Ask Ernö was implemented in Java (automatic assigner), MySQL (prediction database) and JavaScript (chemical shift predictor, self-learning loop and integration of the system’s components). The project is open source and available on GitHub [23], along with links to the data used for training and testing. A web service is available at https://www.cheminfo.org/flavor/askerno/index.html for anyone willing to evaluate the system.

The data used for the evaluation consisted of 2639 molecules along with their experimental 1H-NMR spectra. Examples of these spectra are included as Additional file 1. The dataset was assembled by random sampling from the Maybridge catalogue (2198 selected registers) and from our own library (441 selected registers). Data was split in a training set (2341 molecules, Additional file 2) and a test set (298 molecules, Additional file 3). No assignment information was provided along with the training set. Spectra in the test set were manually assigned to determine the reference experimental chemical shift values for the calculation of prediction error. Not all protons in the set were assigned. Most remarkably, labile protons were avoided considering that they are known to pose challenges to the components of Ask Ernö [20] and that we intended to evaluate the potential and issues of the self-learning loop rather than those of its components. Overall, 2007 assigned protons were used to test Ask Ernö’s predictions.

Ten iterations of training were run, with n max  = 4 and n min  = 2. At the end of each iteration, chemical shifts for the test molecules were predicted and compared with the observed values.

Results and discussion

Figure 3 shows the evolution of the correlation between predicted and observed chemical shifts through 10 iterations.

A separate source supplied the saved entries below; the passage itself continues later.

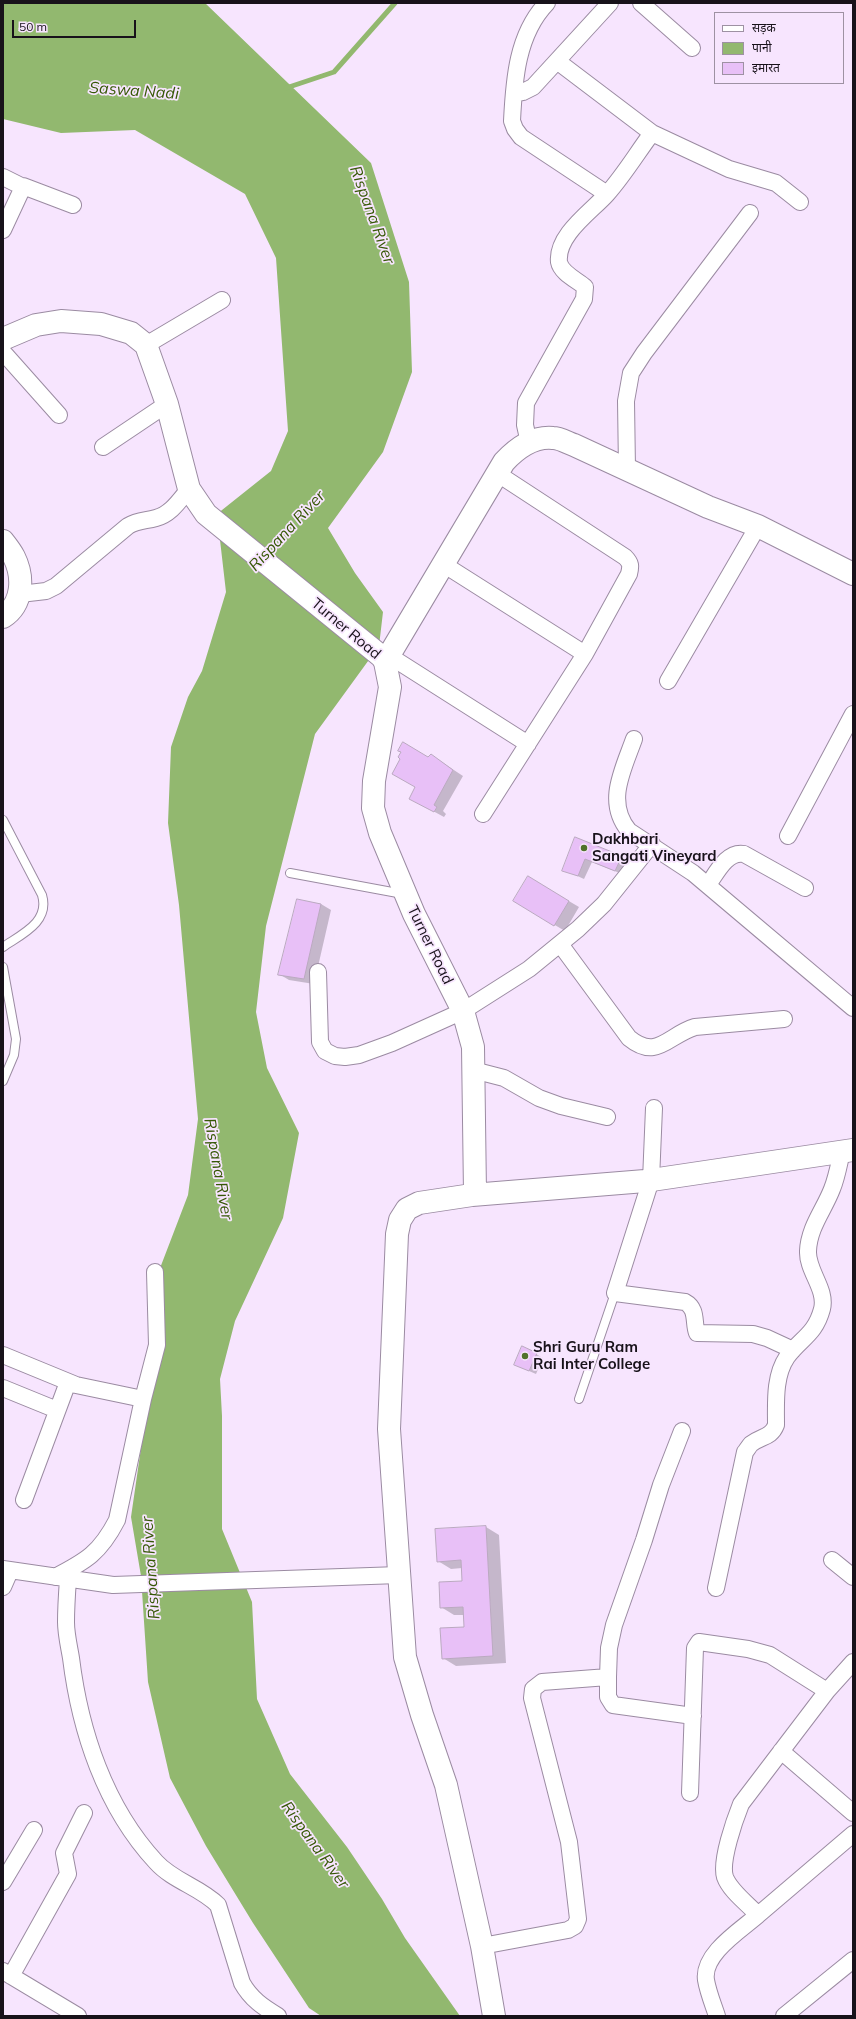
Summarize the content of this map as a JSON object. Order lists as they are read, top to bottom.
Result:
{
  "streets": {
    "main road": ["Turner Road"]
  },
  "water": ["Saswa Nadi", "Rispana River"],
  "places": ["Dakhbari Sangati Vineyard", "Shri Guru Ram Rai Inter College"],
  "legend": ["सड़क", "पानी", "इमारत"],
  "scale_bar": "50 m"
}
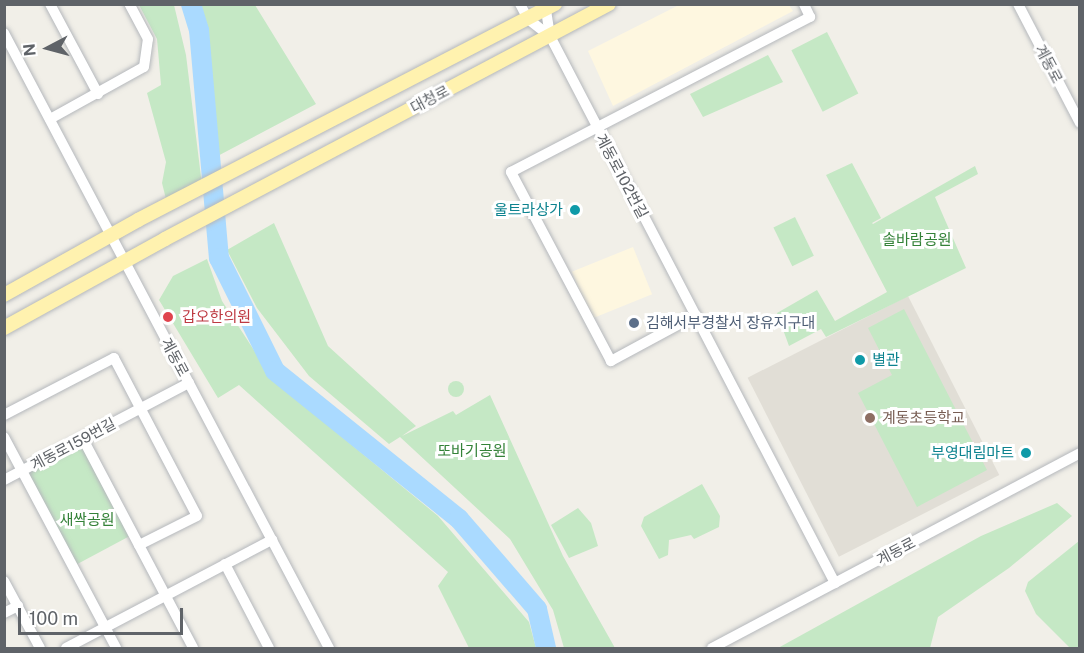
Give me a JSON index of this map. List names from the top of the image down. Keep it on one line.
{"streets":{"main road":["대청로"],"street":["계동로","계동로102번길","계동로159번길"]},"crossings":[["계동로","대청로"],["계동로","계동로102번길"],["계동로","계동로159번길"],["대청로","계동로102번길"]],"parks":["솔바람공원","또바기공원","새싹공원"],"places":["울트라상가","갑오한의원","김해서부경찰서 장유지구대","별관","계동초등학교","부영대림마트"],"scale_bar":"100 m","north":"left"}
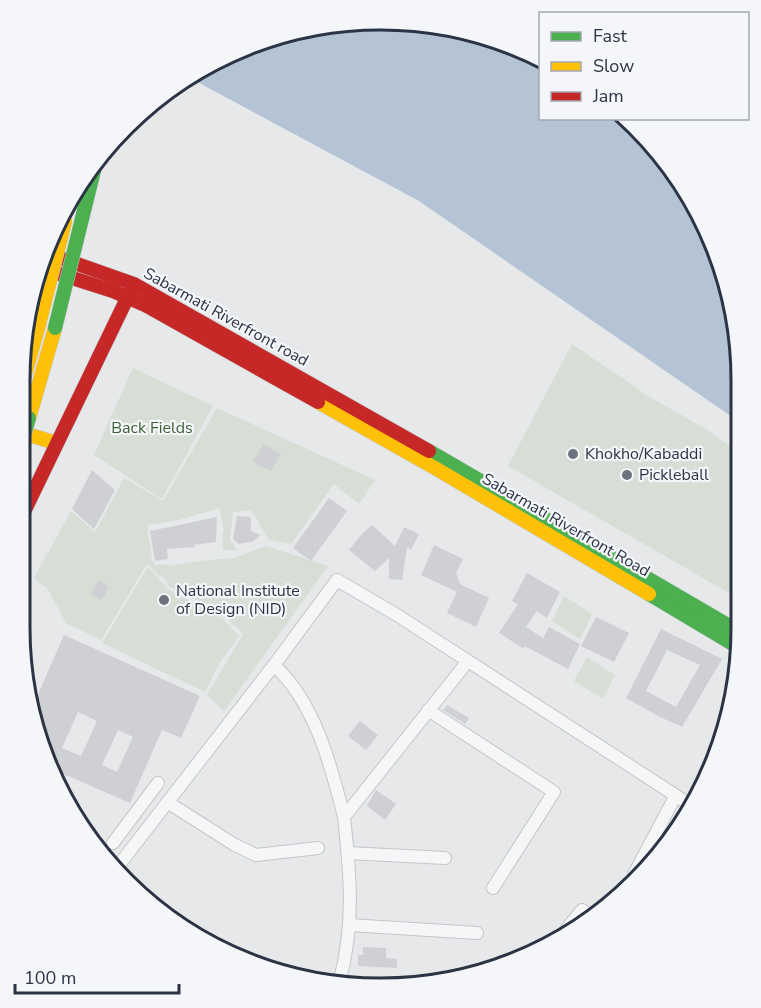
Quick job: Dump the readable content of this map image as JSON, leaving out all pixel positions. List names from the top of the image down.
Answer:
{
  "streets": {
    "street": ["Sabarmati Riverfront road", "Sabarmati Riverfront Road"]
  },
  "crossings": [
    ["Sabarmati Riverfront road", "Sabarmati Riverfront Road"]
  ],
  "parks": ["Back Fields"],
  "places": ["Khokho/Kabaddi", "Pickleball", "National Institute of Design (NID)"],
  "legend": ["Fast", "Slow", "Jam"],
  "scale_bar": "100 m"
}
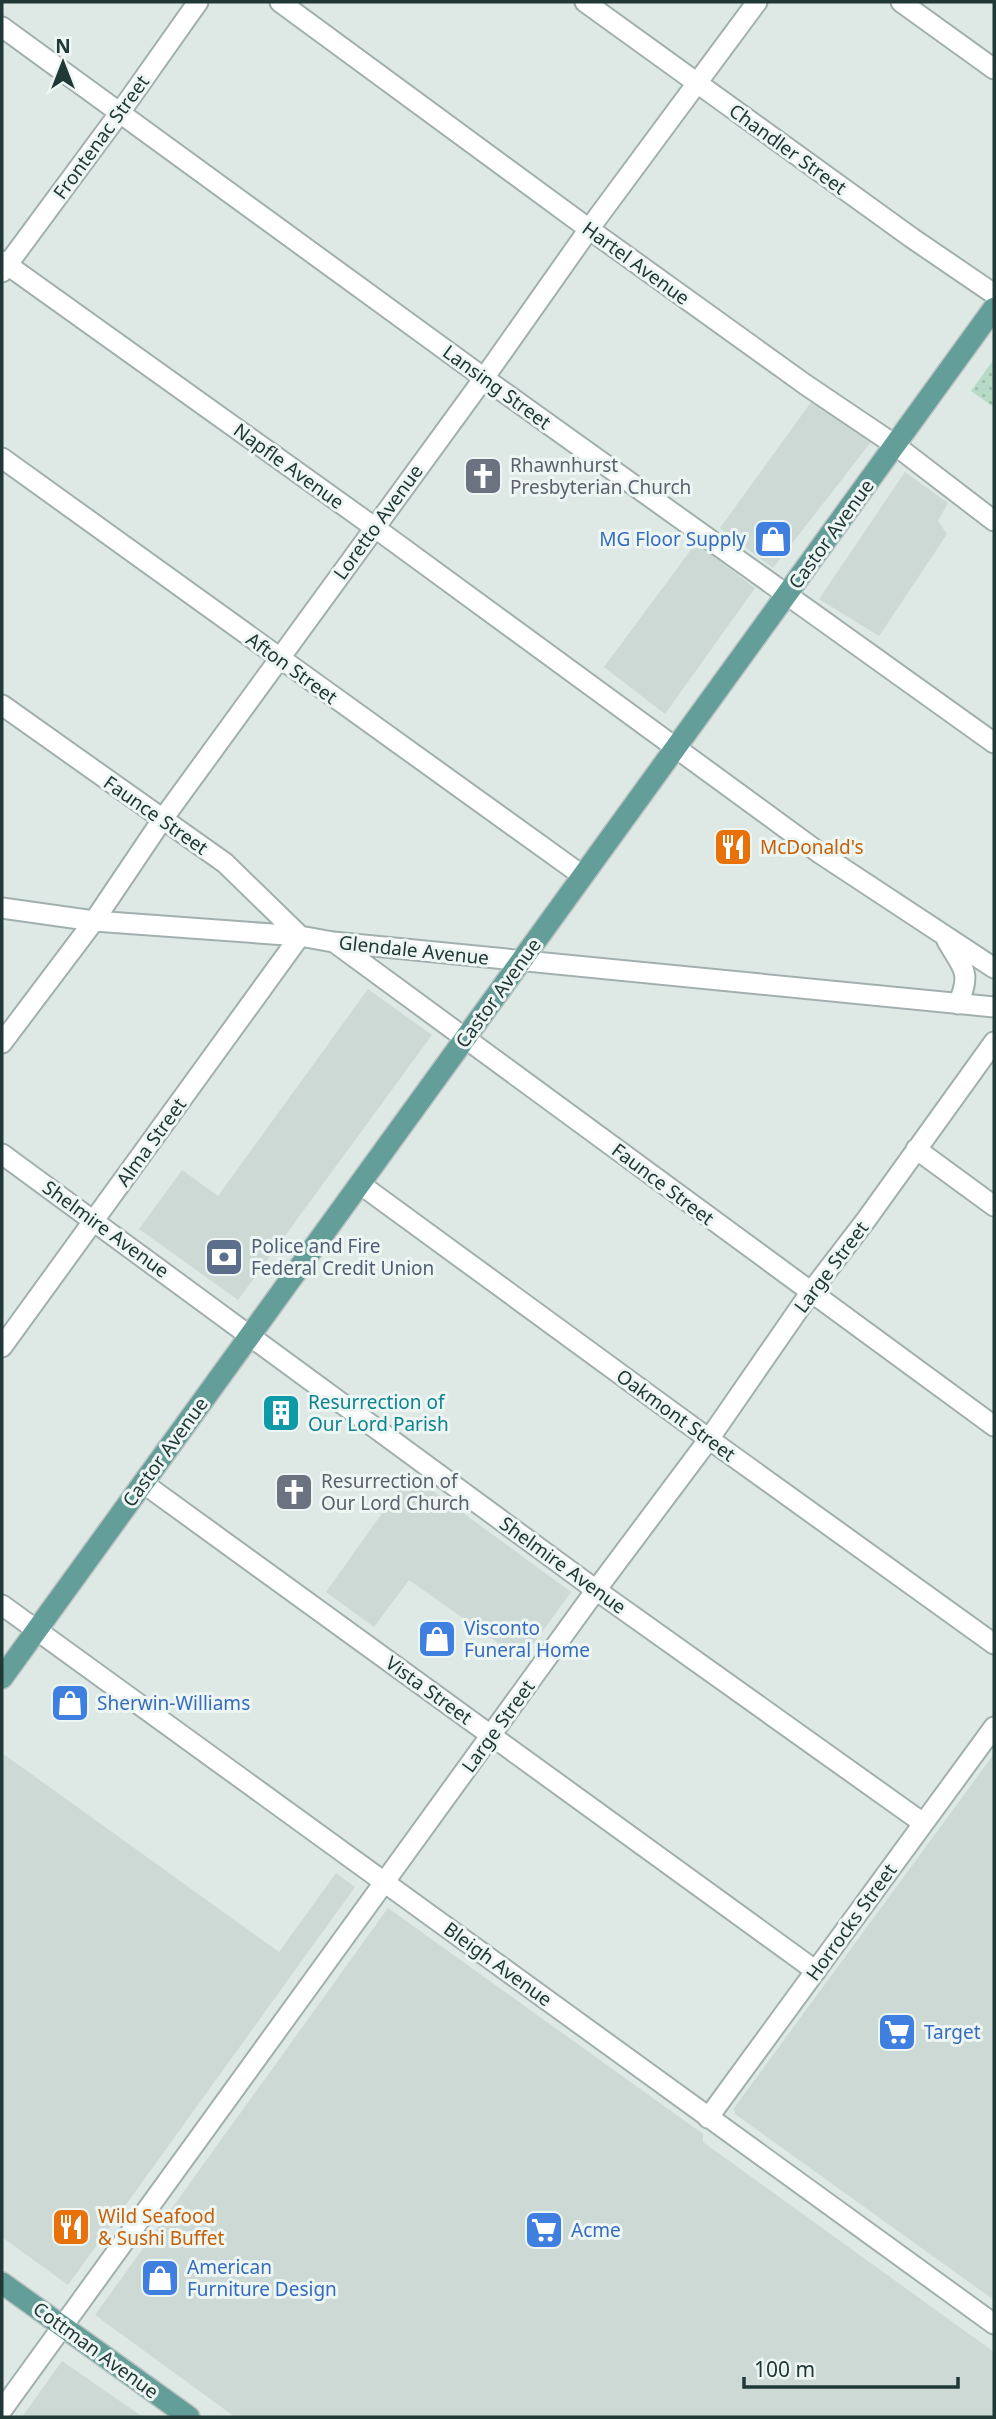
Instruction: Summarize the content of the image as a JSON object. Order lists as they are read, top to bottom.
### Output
{
  "streets": {
    "main road": ["Castor Avenue", "Cottman Avenue"],
    "street": [
      "Frontenac Street",
      "Chandler Street",
      "Hartel Avenue",
      "Lansing Street",
      "Napfle Avenue",
      "Loretto Avenue",
      "Afton Street",
      "Faunce Street",
      "Glendale Avenue",
      "Alma Street",
      "Shelmire Avenue",
      "Large Street",
      "Oakmont Street",
      "Vista Street",
      "Horrocks Street",
      "Bleigh Avenue"
    ]
  },
  "crossings": [
    ["Frontenac Street", "Lansing Street"],
    ["Frontenac Street", "Napfle Avenue"],
    ["Chandler Street", "Loretto Avenue"],
    ["Hartel Avenue", "Loretto Avenue"],
    ["Hartel Avenue", "Castor Avenue"],
    ["Lansing Street", "Loretto Avenue"],
    ["Lansing Street", "Castor Avenue"],
    ["Napfle Avenue", "Loretto Avenue"],
    ["Napfle Avenue", "Castor Avenue"],
    ["Loretto Avenue", "Afton Street"],
    ["Loretto Avenue", "Faunce Street"],
    ["Loretto Avenue", "Glendale Avenue"],
    ["Castor Avenue", "Afton Street"],
    ["Castor Avenue", "Faunce Street"],
    ["Castor Avenue", "Glendale Avenue"],
    ["Castor Avenue", "Shelmire Avenue"],
    ["Castor Avenue", "Oakmont Street"],
    ["Castor Avenue", "Vista Street"],
    ["Castor Avenue", "Bleigh Avenue"],
    ["Faunce Street", "Glendale Avenue"],
    ["Faunce Street", "Alma Street"],
    ["Faunce Street", "Large Street"],
    ["Glendale Avenue", "Alma Street"],
    ["Alma Street", "Shelmire Avenue"],
    ["Shelmire Avenue", "Large Street"],
    ["Shelmire Avenue", "Horrocks Street"],
    ["Large Street", "Oakmont Street"],
    ["Large Street", "Vista Street"],
    ["Large Street", "Bleigh Avenue"],
    ["Large Street", "Cottman Avenue"],
    ["Vista Street", "Horrocks Street"],
    ["Horrocks Street", "Bleigh Avenue"]
  ],
  "places": {
    "church": ["Rhawnhurst Presbyterian Church", "Resurrection of Our Lord Church"],
    "shop": [
      "MG Floor Supply",
      "Visconto Funeral Home",
      "Sherwin-Williams",
      "American Furniture Design"
    ],
    "restaurant": ["McDonald's", "Wild Seafood & Sushi Buffet"],
    "bank": ["Police and Fire Federal Credit Union"],
    "building": ["Resurrection of Our Lord Parish"],
    "supermarket": ["Target", "Acme"]
  },
  "scale_bar": "100 m",
  "north": "top"
}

It can be seen that predictions oscillate from one iteration to the other as they converge towards the observed value (diagonal). Indeed, at the last iteration, most predictions accumulate close to the diagonal, though a few large errors persist.
Fig. 3

Correlation between observed and predicted chemical shift values for the test molecules at each iteration of the training loop

To get a more detailed picture of Ask Ernö’s performance and learning process we looked at three indicators: prediction error, prediction uncertainty, and the fraction of chemical shifts from the test set that could be predicted.

Prediction error

The overall prediction error is expected to decrease as the system iterates, and final errors to be the lowest possible. Figure 4 (top) shows the evolution of the average error across the iterations for n min  = 2, 3, 4. It is found that larger n min values yield lower errors, but also that it improves less through each iteration (slower learning). Indeed, a larger sphere radius gives a better representation of the magnetic environment of the proton of interest, producing a more accurate prediction that can hardly be improved. For smaller fragments the distribution of observed chemical shifts is wider, so there is more room for improvement. Thus, as the system iterates and the database of fragments grows, the average chemical shift of matching fragments moves closer to the true mean of the full distribution, lowering the average prediction error. For n min  = 2 this error decreased by 17 % across 10 cycles, for a final value of 0.265 ppm.
Fig. 4

Evolution during the training loop of prediction error (top), prediction uncertainty (middle) and fraction of predicted chemical shifts (bottom) for the test molecules

Since the average error can be dominated by a few predictions with large errors, the cumulative error distributions were plotted (Fig. 5). It can be seen that larger n min values yield a higher number of accurate predictions (<0.2 ppm) and fewer predictions with high error (>1 ppm). Also, the number of accurate predictions grows faster with larger n min (12 % at n min  = 4 vs. 4 % at n min  = 2), while the number of less accurate predictions reduces more slowly (<1 % for n min  = 4 vs. 4 % at n min  = 2). This is consistent with the observed behavior of the average error and again is explained by the naturally higher accuracy of predictions achieved with larger n-spheres. In the end, with n min  = 2, over 60 % of the tested chemical shifts were predicted with less than 0.2 ppm error, and only 5 % of them were found with error exceeding 1 ppm.
Fig. 5

Evolution of the cumulative error distributions during training. The fraction of predictions is given relative to the total number of protons in the test set for which chemical shift can be predicted (2007 protons in total). To generate these curves, the set of chemical shift prediction errors was split into 100 bins of 0.01 ppm, plus a last bin containing predictions with an error equal or greater than 1 ppm. This last bin being larger explains the sudden increase observed at the end of the curves

Prediction uncertainty

In Ask Ernö, the uncertainty of a prediction is associated with the standard error of the distribution of chemical shifts of matching fragments (see Methods, Chemical shift prediction). While the prediction error validates the results against an external reference (the correct chemical shifts), the uncertainty provides an internal validation. It is expected that as the system learns it gives predictions with lower uncertainty.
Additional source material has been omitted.